Since, the outer plastic frame was rigid as compared to the elastomer, the outer end of the elastomer could be considered fixed to a rigid frame. Similarly, the circular part of the frame at the center of the EAP was rigid and hence no radial displacement of the polymer occurs at the inner end. The force was applied at the inner boundary in the vertically downward direction. For electromechanical simulations, the area surrounding the EAP was specified as air. The directional distribution of forces attracting magnets is shown in the Figure 11.

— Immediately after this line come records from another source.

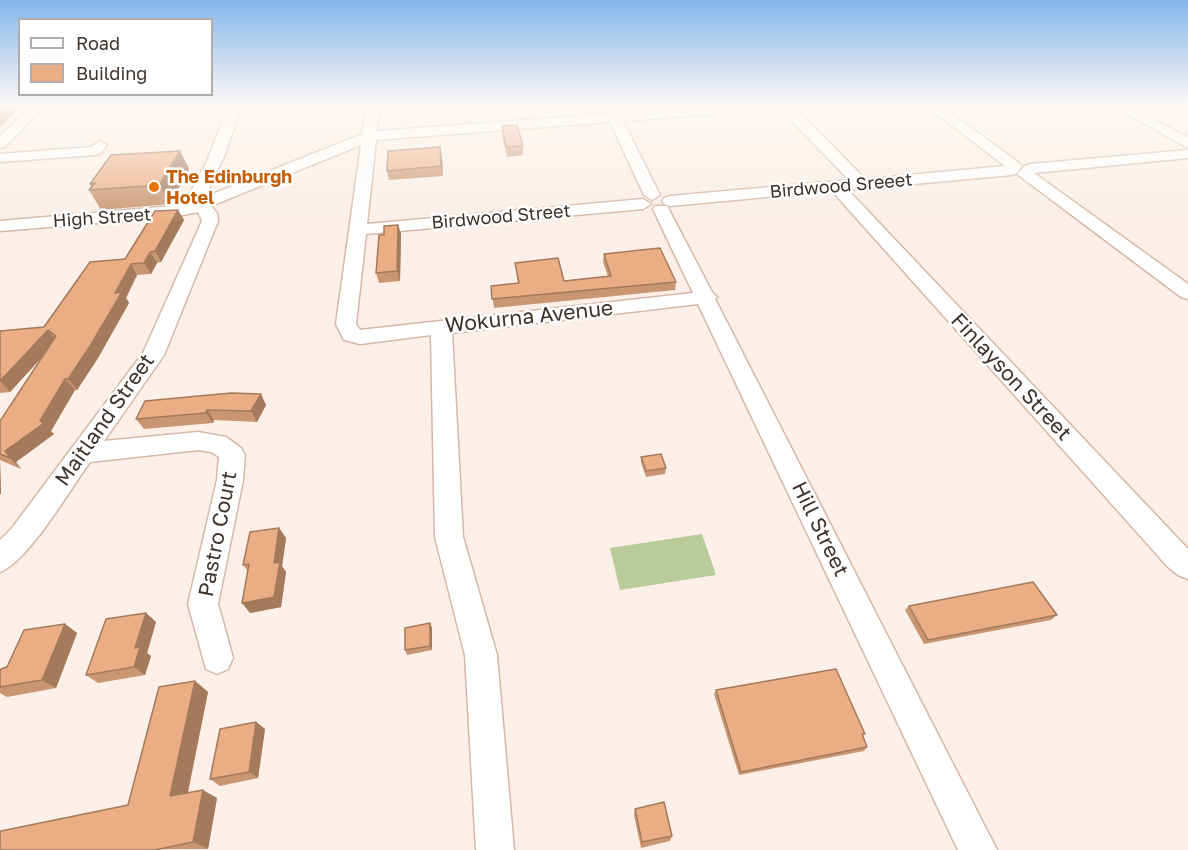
<!DOCTYPE html>
<style>
body{margin:0}
#map{position:relative;width:1188px;height:850px;overflow:hidden;background:#fbefe7;font-family:"Golos Text",sans-serif}
canvas{display:block}
.legend{position:absolute;left:18px;top:18px;width:195px;height:78px;box-sizing:border-box;background:#fff;border:2px solid #b2adaa;margin:0;padding:8px 10px;list-style:none;font-size:18px;color:#3e322b}
.legend li{display:flex;align-items:center;gap:12px;height:30px}
.legend b{width:30px;border:2px solid #b2adaa}
</style>
<div id="map">
<canvas width="1188" height="850"></canvas>
<ul class="legend">
<li><b style="height:8px;background:#fff"></b>Road</li>
<li><b style="height:16px;background:#ebae84"></b>Building</li>
</ul>
</div>
<script>
const ctx = document.querySelector('canvas').getContext('2d');
ctx.lineJoin = 'round';
function paint(path, color) {
  ctx.fillStyle = color;
  ctx.fill(path, 'evenodd');
}
function trace(path, color, width, dash) {
  ctx.strokeStyle = color;
  ctx.lineWidth = width;
  ctx.lineCap = dash ? 'butt' : 'round';
  ctx.setLineDash(dash || []);
  ctx.stroke(path);
}
function drawText(font, color, halo, rows, align = 'center') {
  ctx.font = font + ' "Golos Text",sans-serif';
  ctx.lineWidth = 5;
  ctx.setLineDash([]);
  ctx.textBaseline = 'middle';
  ctx.strokeStyle = halo;
  ctx.fillStyle = color;
  for (const [text, x, y, turn = 0] of rows) {
    ctx.save();
    ctx.translate(x, y);
    ctx.rotate((+turn || 0) * Math.PI / 180);
    ctx.textAlign = isNaN(turn) ? turn : align;
    if (halo) ctx.strokeText(text, 0, 0);
    ctx.fillText(text, 0, 0);
    ctx.restore();
  }
}
const green = new Path2D(`
 M702 534 716 575 620 590 610 548Z`);
const minor = new Path2D(`
 M32 105H46L5 147 0 148V136Z
 M229 105H242L225 154 205 197 362 134 367 105H379L377 131 607 114 603 105H616L619 113 723 105H792L865 179 1005 166 925 105H940L1019 163 1022 166 1017 173 1012 175 848 190 1188 549V579L1178 575 1168 567 832 191 670 206 664 204 662 201 664 198 670 196 849 180 780 109 623 121 660 195 652 200 644 195 610 122 376 140 367 224 643 199 651 204 643 209 366 234 356 324 360 330 693 293 653 209 655 206H667L712 292 717 297 715 299 997 850H958L698 304 452 333 463 537 497 655 514 850H476L465 655 435 537 431 335 360 344 344 340 336 324 361 145 211 206 217 213 218 221 164 355 104 441 198 432 226 437 241 448 245 455 243 480 218 604 233 658 228 669 217 674 206 669 188 604 217 480 219 457 211 452 198 450 90 462C70 489 29 561 0 572V540L12 528 143 353 202 221 198 212 174 217 0 231V221L184 205 207 161Z
 M1111 105H1127L1188 138V148Z
 M100 141 107 145 100 154 95 155 0 162V154L91 147Z
 M1188 150V158L1034 173 1188 284V299L1181 297 1017 174 1025 166 1030 164Z`);
const wall = new Path2D(`
 M502 126 523 146V155L507 157 502 135Z
 M180 151 189 169 170 204 101 210 89 190 92 187 90 184Z
 M442 157 443 176 389 180 387 171Z
 M178 210 184 220 161 262 157 263 151 274 137 275 126 298 129 303 98 358 77 390H75L51 431 54 434 16 462 21 469 0 460 1 494H0V421L44 354 10 392 0 393V331L44 327 125 259Z
 M398 225 401 234 400 281 379 283 376 273 384 235Z
 M604 254 676 282 675 290 494 308 491 286 518 283 515 263 564 281 608 276 603 262Z
 M145 401 266 405 257 422 214 420 213 423 144 429 136 419Z
 M641 457 666 468 665 474 646 477 641 462Z
 M279 528 286 538 282 566 286 572 281 607 250 613 248 571 243 565Z
 M909 606 1057 615 1051 620 924 644 905 610Z
 M146 613 156 622 147 653 151 656 145 675 98 683 86 675Z
 M430 623 432 628V650L407 655 405 650Z
 M65 624 77 633 56 688 7 697 0 693V671L7 667Z
 M195 681 208 692 188 793 217 798 208 849 0 850 128 805Z
 M716 690 865 734 863 736 867 747 864 751 739 775 714 694Z
 M256 722 265 729 258 778 220 786 210 779Z
 M635 809 672 836 670 841 641 848 634 815Z`);
const shadedWall = new Path2D(`
 M0 105H22L3 124 0 125Z
 M440 147 442 157 443 176 441 166Z
 M180 151 189 169 170 204 159 185Z
 M178 210 184 220 161 262 155 251Z
 M398 225 401 234 400 281 397 271Z
 M150 252 157 263 151 274 144 263Z
 M131 264 137 275 126 298 129 303 98 358 77 390 68 379Z
 M48 330 57 341 10 392 0 381Z
 M65 379 75 390 51 431 54 434 16 462 21 469 10 458 5 451Z
 M261 394 266 405 257 422 251 411Z
 M207 410 214 420 213 423 206 413Z
 M0 460 1 494H0Z
 M279 528 286 538 282 566 286 572 281 607 250 613 242 603 274 563Z
 M146 613 156 622 147 653 151 656 145 675 134 667 135 648Z
 M430 623 432 628V650L430 646Z
 M65 624 77 633 56 688 42 680Z
 M195 681 208 692 185 805 170 796Z
 M256 722 265 729 258 778 249 772Z
 M203 790 217 798 208 849 193 842Z`);
const building = new Path2D(`
 M517 125 523 146 506 147 502 126Z
 M440 147 441 166 387 171 388 151Z
 M180 151 159 185 89 190 95 183 90 184 111 155Z
 M178 210 155 251 150 252 144 263 131 264 115 293 122 292 90 346 68 379H65L40 421 44 423 5 451 10 458 0 454V421L56 336 48 330 0 381V331L44 327 90 262 125 259 155 211Z
 M398 225 397 271 376 273 379 235H384V226Z
 M660 248 676 282 492 299 491 286 519 283 515 263 558 258 564 281 611 276 604 254Z
 M231 393 261 394 251 411 207 410 206 413 136 419 145 401Z
 M661 454 666 468 646 471 641 457Z
 M279 528 274 563 280 562 274 597 242 603 249 564 243 565 250 532Z
 M1033 582 1057 615 928 640 909 606Z
 M146 613 135 648 140 647 134 667 86 675 106 619Z
 M430 623V646L405 650V628Z
 M65 624 42 680 0 687V671L1 669 7 667 24 630Z
 M836 669 865 734H862L867 747 741 772 716 690Z
 M195 681 170 796 203 790 193 842 155 850H0V833L1 831 128 805 159 687Z
 M256 722 249 772 210 779 220 729Z
 M664 802 672 836 642 842 635 809Z`);
const markers = [
 [154,187,6,"#e8710a"]
];
const farFoodnames = [
 ["The Edinburgh",166,177],
 ["Hotel",166,198]
];
const farStreetnames = [
 ["Birdwood Sreeet",841,186,-5],
 ["Birdwood Street",501,217,-5],
 ["High Street",102,218,-4]
];
const streetNames = [
 ["Wokurna Avenue",529,317,-6],
 ["Finlayson Street",1011,377,47],
 ["Maitland Street",105,420,-55],
 ["Hill Street",820,529,64],
 ["Pastro Court",218,534,-79]
];
paint(green, '#bacb9a');
trace(minor, '#d5b9a6', 3);
paint(minor, '#fff');
paint(wall, '#ca9672');
paint(shadedWall, '#a47a5c');
paint(building, '#ebae84');
trace(building, '#a47a5c', 1.5);
const sky = ctx.createLinearGradient(0, 0, 0, 224);
sky.addColorStop(0, '#84b6eb');
sky.addColorStop(0.47, '#fdf8f4');
sky.addColorStop(1, '#fdf8f400');
ctx.fillStyle = sky;
ctx.fillRect(0, 0, 1188, 224);
for (const [x, y, r, color] of markers) {
  const dot = new Path2D();
  dot.arc(x, y, r, 0, 2 * Math.PI);
  ctx.fillStyle = color;
  ctx.fill(dot);
  trace(dot, '#fff', 2);
}
drawText('bold 18px', '#c56008', '#fff', farFoodnames, 'left');
drawText('18px', '#3e322b', '#fff', farStreetnames);
drawText('21px', '#3e322b', '#fff', streetNames);
</script>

In the suction cycle, the inlet slot (valve) opens and the outlet slot (valve) closes. In order to pump out the medium, the valves change their state and a voltage of 7 [kV] is applied to the membranes. The change in volume of one pump chamber ranges from 135.64 cm³ to 379.81 cm³ and its graph over time is shown in Figure 12. In the suction cycle, the inlet valve opens, and the outlet valve closes. In order to pump out the liquid, the valves change their state and the voltage on the membrane electrodes is switched on.

5. Conclusions

DEAPs are a subclass of electroactive polymers in which actuation is produced by an elastic deformation resulting from the compressive electrostatic forces. Their most important advantages like energy efficiency, lightweight and scalability are key features for actuators in applications such as pumps. Dielectric electroactive polymer technology is able to fulfill requirements as well as commonly used technology e.g., solenoids, but its limitations concern relatively low force [19,20]. One way to increase force generated by these devices can be the application of neodymium permanent magnets. The concept for pump presented in this paper consists of a stack of DEAP membranes combined with a permanent magnets. These two components are combined in a novel pump construction, which allows a compact design by integrating the biasing mechanism with the DEAP membranes. Subsequently, the single components are manufactured, tested, and their force-displacement characteristic is documented. Identifying the parameters experimentally allowed to develop a faithful FEM model of the pump device and make its simulations for different voltage. FEM modeling of the DEAP membrane behavior is a useful tool to understand such systems better and helps to create the optimal design of prototypes. These modeling efforts must account for the electromechanical coupling in order to accurately predict their response to multiple loading conditions expected during real operating conditions. Because of the complexity of the nonlinear processes, the finite element analysis is reasonable to be used and study the behaviour of dielectric elastomer pump. The experiments under static and transient considerations have been performed to validate the design and implementation. It is shown, that the model is in close agreement with the measured responses of the real DEAP actuator. The collected data allow for the analysis of various other device designs using DEAP membrane in the future.